• [What the task asks]: Return, without pictures, the lines from the start of the data through the one that contains "position:absolute; height:49px; border-radius:10px;".
##### Information given #####
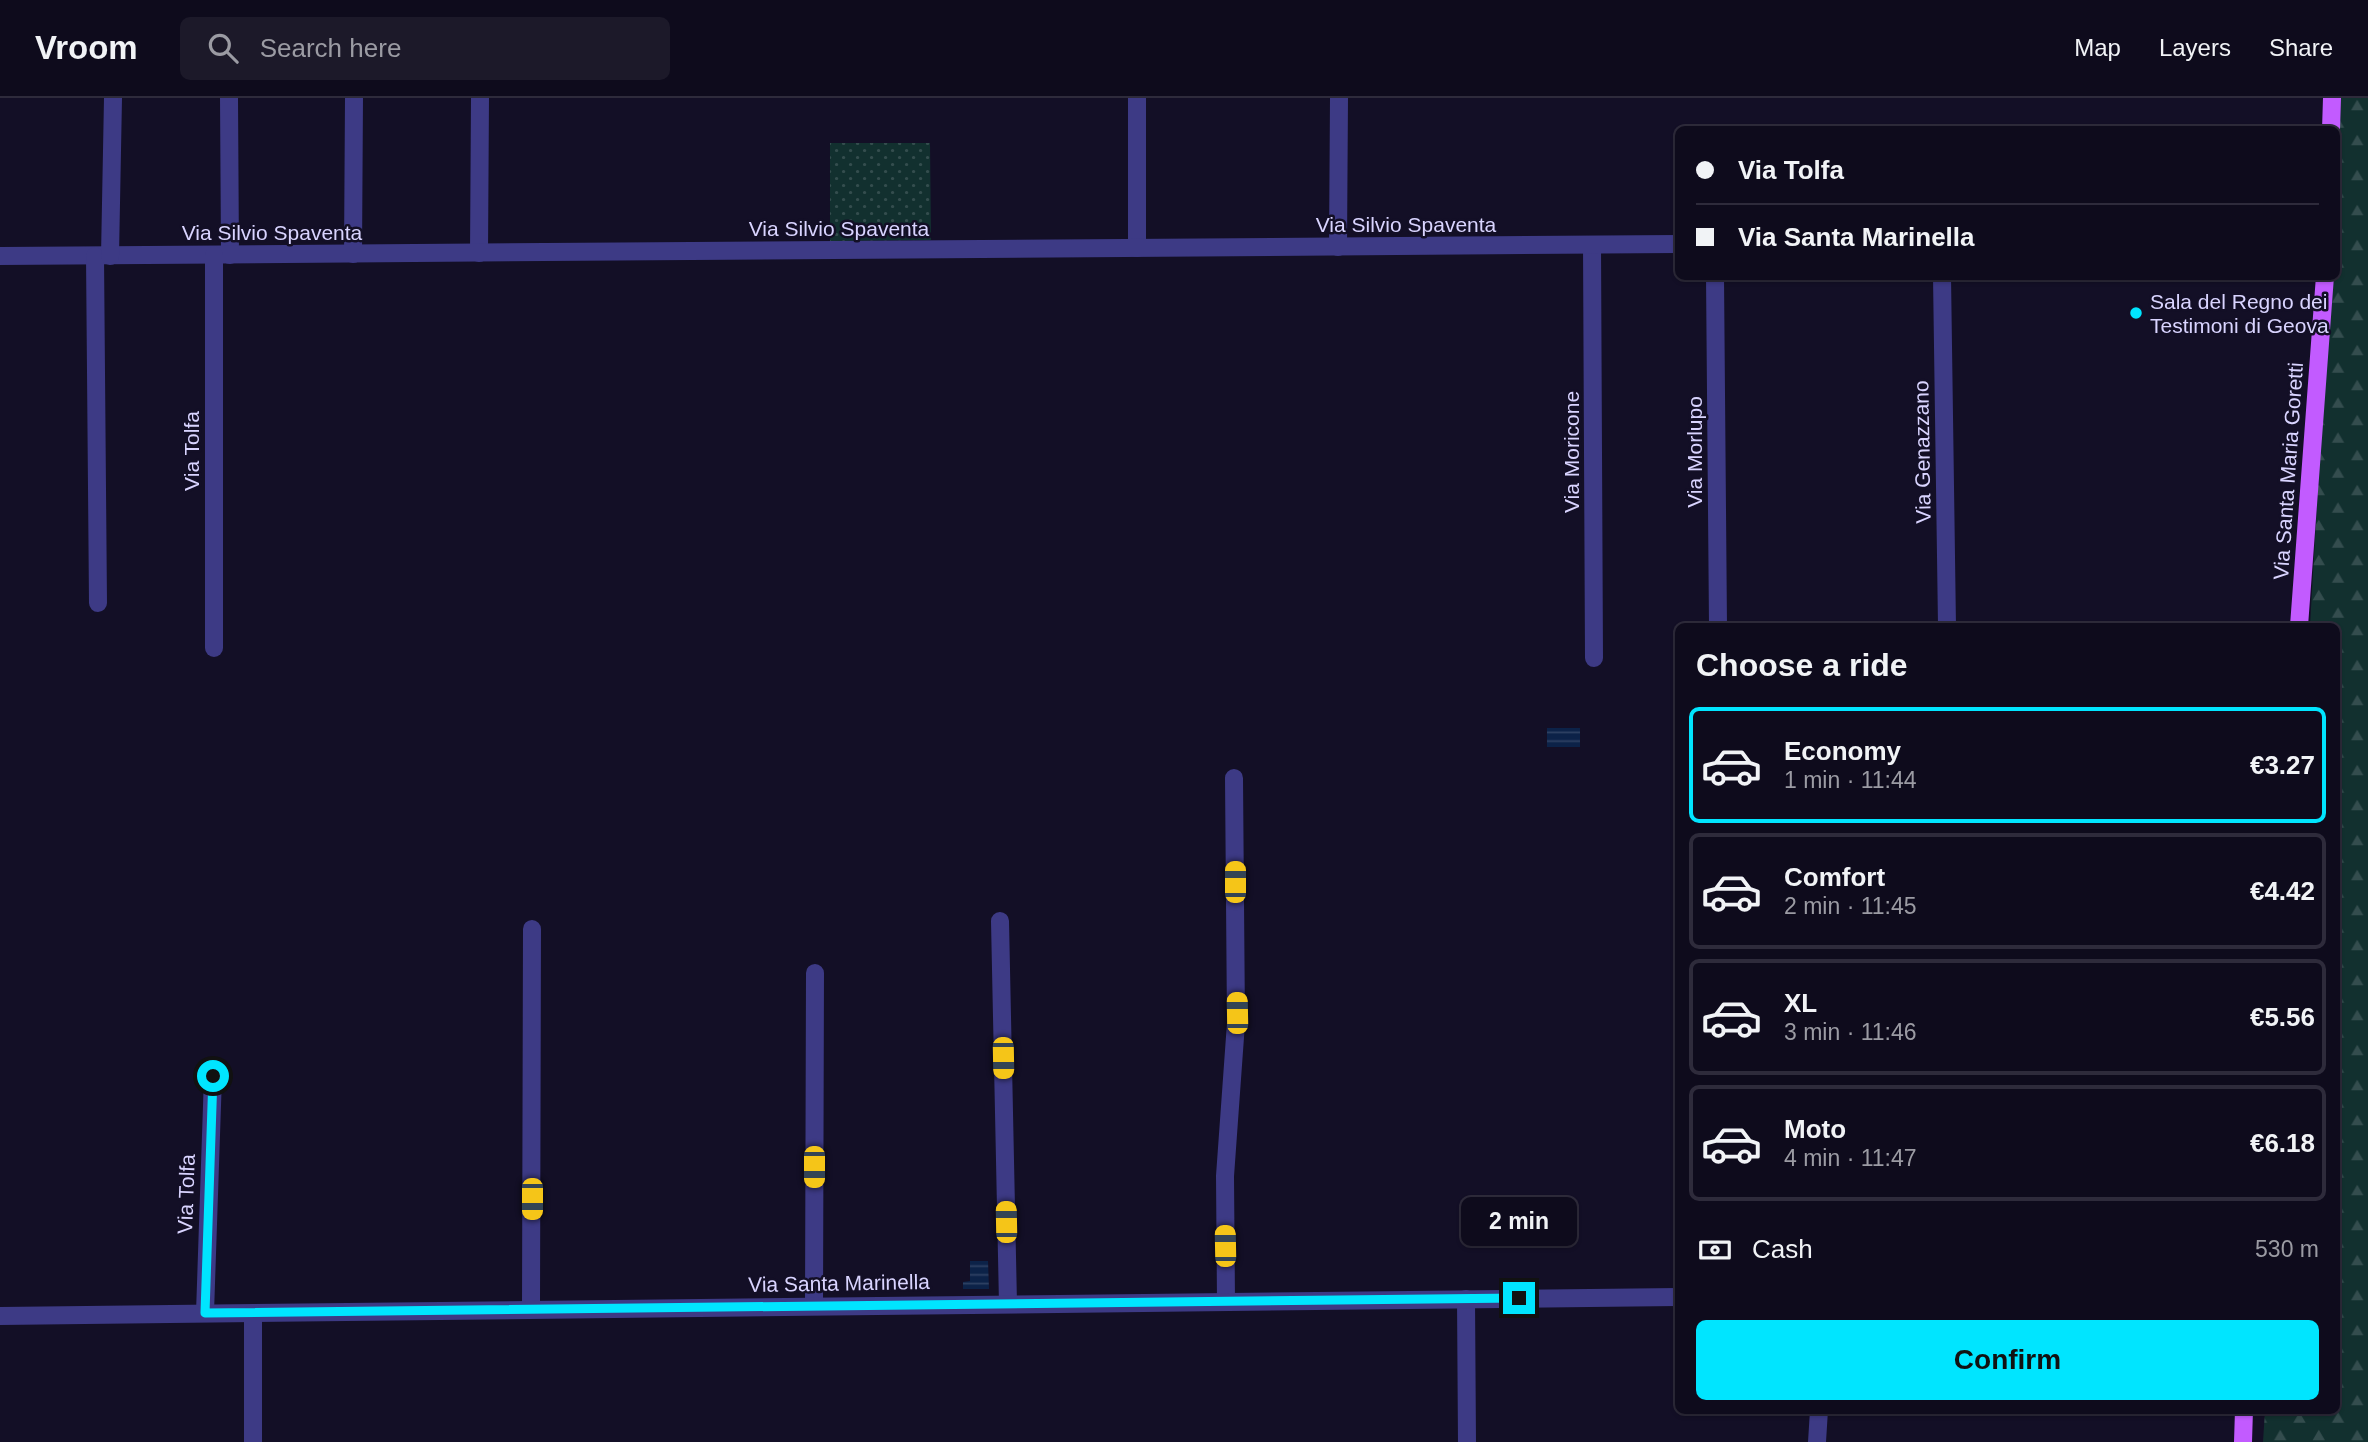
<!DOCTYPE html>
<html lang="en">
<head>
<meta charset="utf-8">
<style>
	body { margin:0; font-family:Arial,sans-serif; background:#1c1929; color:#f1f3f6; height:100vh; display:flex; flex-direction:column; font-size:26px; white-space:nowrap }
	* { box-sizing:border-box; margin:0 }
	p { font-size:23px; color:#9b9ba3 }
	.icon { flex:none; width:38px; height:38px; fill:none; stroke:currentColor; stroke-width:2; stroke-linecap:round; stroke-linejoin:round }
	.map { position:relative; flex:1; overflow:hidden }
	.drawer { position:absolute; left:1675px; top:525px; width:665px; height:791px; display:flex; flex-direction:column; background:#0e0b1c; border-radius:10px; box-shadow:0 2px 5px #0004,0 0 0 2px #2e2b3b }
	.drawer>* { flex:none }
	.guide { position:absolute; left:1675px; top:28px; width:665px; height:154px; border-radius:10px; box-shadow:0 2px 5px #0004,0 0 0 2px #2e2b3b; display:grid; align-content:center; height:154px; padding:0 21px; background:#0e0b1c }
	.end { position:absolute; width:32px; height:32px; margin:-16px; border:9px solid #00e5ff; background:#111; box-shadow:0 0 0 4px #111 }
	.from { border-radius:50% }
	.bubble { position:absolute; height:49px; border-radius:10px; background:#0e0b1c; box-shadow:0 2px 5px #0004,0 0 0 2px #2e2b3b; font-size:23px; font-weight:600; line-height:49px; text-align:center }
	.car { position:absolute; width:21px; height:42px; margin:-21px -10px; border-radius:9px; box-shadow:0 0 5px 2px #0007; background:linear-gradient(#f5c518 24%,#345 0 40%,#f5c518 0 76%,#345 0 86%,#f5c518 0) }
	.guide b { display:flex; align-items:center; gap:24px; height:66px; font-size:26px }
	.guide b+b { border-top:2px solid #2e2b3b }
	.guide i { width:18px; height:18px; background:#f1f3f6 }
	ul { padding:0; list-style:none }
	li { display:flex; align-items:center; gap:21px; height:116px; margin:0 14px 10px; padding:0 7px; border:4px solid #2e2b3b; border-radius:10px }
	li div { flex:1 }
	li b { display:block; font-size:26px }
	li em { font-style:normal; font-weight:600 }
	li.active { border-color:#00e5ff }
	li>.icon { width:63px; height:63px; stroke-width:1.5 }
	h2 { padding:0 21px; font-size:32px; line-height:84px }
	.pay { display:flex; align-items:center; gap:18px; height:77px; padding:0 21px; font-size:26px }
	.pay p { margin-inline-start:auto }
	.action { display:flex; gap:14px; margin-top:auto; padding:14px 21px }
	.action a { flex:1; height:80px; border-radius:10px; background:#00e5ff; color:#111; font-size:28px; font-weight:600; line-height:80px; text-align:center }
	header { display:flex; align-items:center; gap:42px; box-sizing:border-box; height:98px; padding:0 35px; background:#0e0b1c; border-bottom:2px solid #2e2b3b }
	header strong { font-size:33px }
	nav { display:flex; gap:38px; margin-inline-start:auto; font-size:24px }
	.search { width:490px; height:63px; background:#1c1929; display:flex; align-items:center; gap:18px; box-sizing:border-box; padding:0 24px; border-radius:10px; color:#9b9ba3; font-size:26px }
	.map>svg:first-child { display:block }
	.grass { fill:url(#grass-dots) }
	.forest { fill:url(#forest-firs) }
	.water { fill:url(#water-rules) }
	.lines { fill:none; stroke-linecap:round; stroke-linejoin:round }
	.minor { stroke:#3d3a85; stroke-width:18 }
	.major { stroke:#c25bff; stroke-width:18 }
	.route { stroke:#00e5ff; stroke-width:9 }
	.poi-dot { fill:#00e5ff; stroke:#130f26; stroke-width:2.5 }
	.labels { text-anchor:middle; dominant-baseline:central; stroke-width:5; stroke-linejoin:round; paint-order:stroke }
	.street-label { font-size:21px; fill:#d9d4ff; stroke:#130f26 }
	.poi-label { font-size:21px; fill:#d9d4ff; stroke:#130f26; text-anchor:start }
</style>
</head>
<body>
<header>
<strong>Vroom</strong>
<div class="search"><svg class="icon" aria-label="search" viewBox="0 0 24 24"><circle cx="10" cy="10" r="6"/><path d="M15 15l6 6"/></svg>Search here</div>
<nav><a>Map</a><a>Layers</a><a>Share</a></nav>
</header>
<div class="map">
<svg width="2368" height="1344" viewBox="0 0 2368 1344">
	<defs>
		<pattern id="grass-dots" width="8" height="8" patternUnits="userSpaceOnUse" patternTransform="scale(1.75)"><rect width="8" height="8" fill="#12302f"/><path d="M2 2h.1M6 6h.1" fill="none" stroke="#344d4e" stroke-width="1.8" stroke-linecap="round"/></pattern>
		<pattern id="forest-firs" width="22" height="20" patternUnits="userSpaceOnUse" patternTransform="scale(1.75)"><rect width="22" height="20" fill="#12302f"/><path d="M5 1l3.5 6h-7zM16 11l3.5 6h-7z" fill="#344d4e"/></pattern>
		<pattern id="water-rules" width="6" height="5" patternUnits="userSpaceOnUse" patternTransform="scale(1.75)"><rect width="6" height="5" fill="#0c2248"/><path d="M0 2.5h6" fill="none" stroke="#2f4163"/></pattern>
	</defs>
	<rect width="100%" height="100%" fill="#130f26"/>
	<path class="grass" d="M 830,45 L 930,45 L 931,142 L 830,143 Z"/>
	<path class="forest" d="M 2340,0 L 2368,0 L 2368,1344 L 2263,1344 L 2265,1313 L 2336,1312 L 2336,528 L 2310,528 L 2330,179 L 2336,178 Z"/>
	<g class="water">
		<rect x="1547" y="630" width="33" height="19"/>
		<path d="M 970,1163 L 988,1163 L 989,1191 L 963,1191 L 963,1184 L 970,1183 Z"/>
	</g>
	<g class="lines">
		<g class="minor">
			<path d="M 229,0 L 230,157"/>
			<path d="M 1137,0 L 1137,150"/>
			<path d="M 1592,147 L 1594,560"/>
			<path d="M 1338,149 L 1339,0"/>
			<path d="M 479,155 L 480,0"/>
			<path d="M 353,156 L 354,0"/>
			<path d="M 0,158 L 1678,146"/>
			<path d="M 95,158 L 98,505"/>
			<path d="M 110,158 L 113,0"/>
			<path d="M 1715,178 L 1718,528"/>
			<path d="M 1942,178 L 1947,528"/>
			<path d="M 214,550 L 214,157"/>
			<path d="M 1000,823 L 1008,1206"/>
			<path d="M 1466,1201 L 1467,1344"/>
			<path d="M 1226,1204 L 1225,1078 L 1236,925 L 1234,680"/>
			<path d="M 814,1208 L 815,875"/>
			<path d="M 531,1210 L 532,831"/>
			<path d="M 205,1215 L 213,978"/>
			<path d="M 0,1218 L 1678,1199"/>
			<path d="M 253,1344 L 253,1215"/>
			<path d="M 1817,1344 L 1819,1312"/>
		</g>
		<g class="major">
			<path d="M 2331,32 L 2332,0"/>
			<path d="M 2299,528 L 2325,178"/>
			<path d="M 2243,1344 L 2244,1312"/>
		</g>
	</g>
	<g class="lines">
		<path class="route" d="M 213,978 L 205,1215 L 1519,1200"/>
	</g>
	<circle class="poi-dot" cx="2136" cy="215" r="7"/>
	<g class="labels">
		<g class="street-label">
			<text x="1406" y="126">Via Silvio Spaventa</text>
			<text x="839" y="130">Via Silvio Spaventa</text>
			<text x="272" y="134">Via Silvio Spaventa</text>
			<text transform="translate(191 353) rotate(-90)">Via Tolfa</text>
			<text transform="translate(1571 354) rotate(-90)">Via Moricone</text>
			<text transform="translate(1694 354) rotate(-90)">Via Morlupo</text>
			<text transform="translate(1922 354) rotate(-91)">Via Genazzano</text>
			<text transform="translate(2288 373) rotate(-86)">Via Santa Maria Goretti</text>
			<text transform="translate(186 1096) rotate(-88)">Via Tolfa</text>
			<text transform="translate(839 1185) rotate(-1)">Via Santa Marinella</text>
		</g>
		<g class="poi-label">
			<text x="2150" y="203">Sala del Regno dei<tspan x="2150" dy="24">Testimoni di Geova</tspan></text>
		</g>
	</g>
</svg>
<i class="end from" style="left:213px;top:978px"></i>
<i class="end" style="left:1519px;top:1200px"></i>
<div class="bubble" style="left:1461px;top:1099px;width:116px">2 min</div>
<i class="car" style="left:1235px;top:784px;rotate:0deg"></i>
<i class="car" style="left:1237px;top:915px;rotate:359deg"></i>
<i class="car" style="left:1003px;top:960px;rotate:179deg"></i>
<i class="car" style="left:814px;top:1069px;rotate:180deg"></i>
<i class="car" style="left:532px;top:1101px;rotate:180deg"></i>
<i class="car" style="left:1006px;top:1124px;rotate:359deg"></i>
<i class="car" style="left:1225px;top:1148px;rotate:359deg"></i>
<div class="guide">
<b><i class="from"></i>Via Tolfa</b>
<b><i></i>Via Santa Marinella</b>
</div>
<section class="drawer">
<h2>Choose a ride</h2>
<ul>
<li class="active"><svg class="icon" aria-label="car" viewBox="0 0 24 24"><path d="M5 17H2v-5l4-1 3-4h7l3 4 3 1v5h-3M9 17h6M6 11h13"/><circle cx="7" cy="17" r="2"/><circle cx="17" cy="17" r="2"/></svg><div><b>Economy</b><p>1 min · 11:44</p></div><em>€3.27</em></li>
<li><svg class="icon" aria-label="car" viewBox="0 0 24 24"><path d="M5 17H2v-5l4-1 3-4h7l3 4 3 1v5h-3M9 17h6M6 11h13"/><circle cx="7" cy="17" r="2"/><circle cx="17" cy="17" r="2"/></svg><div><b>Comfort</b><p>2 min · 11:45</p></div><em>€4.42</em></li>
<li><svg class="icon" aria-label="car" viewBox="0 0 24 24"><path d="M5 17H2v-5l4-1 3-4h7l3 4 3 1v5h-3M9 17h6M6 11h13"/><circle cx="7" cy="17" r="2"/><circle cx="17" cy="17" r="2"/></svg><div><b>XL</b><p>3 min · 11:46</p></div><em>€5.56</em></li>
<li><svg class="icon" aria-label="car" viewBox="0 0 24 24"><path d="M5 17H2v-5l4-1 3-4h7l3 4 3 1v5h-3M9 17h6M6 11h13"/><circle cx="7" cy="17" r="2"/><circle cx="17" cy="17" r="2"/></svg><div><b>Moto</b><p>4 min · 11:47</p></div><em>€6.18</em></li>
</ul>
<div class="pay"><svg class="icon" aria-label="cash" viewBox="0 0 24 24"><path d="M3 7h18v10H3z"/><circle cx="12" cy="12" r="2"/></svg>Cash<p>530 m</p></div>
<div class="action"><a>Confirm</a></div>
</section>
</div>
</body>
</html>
#####
• [Solution to this exercise]:
<!DOCTYPE html>
<html lang="en">
<head>
<meta charset="utf-8">
<style>
	body { margin:0; font-family:Arial,sans-serif; background:#1c1929; color:#f1f3f6; height:100vh; display:flex; flex-direction:column; font-size:26px; white-space:nowrap }
	* { box-sizing:border-box; margin:0 }
	p { font-size:23px; color:#9b9ba3 }
	.icon { flex:none; width:38px; height:38px; fill:none; stroke:currentColor; stroke-width:2; stroke-linecap:round; stroke-linejoin:round }
	.map { position:relative; flex:1; overflow:hidden }
	.drawer { position:absolute; left:1675px; top:525px; width:665px; height:791px; display:flex; flex-direction:column; background:#0e0b1c; border-radius:10px; box-shadow:0 2px 5px #0004,0 0 0 2px #2e2b3b }
	.drawer>* { flex:none }
	.guide { position:absolute; left:1675px; top:28px; width:665px; height:154px; border-radius:10px; box-shadow:0 2px 5px #0004,0 0 0 2px #2e2b3b; display:grid; align-content:center; height:154px; padding:0 21px; background:#0e0b1c }
	.end { position:absolute; width:32px; height:32px; margin:-16px; border:9px solid #00e5ff; background:#111; box-shadow:0 0 0 4px #111 }
	.from { border-radius:50% }
	.bubble { position:absolute; height:49px; border-radius:10px; background:#0e0b1c; box-shadow:0 2px 5px #0004,0 0 0 2px #2e2b3b; font-size:23px; font-weight:600; line-height:49px; text-align:center }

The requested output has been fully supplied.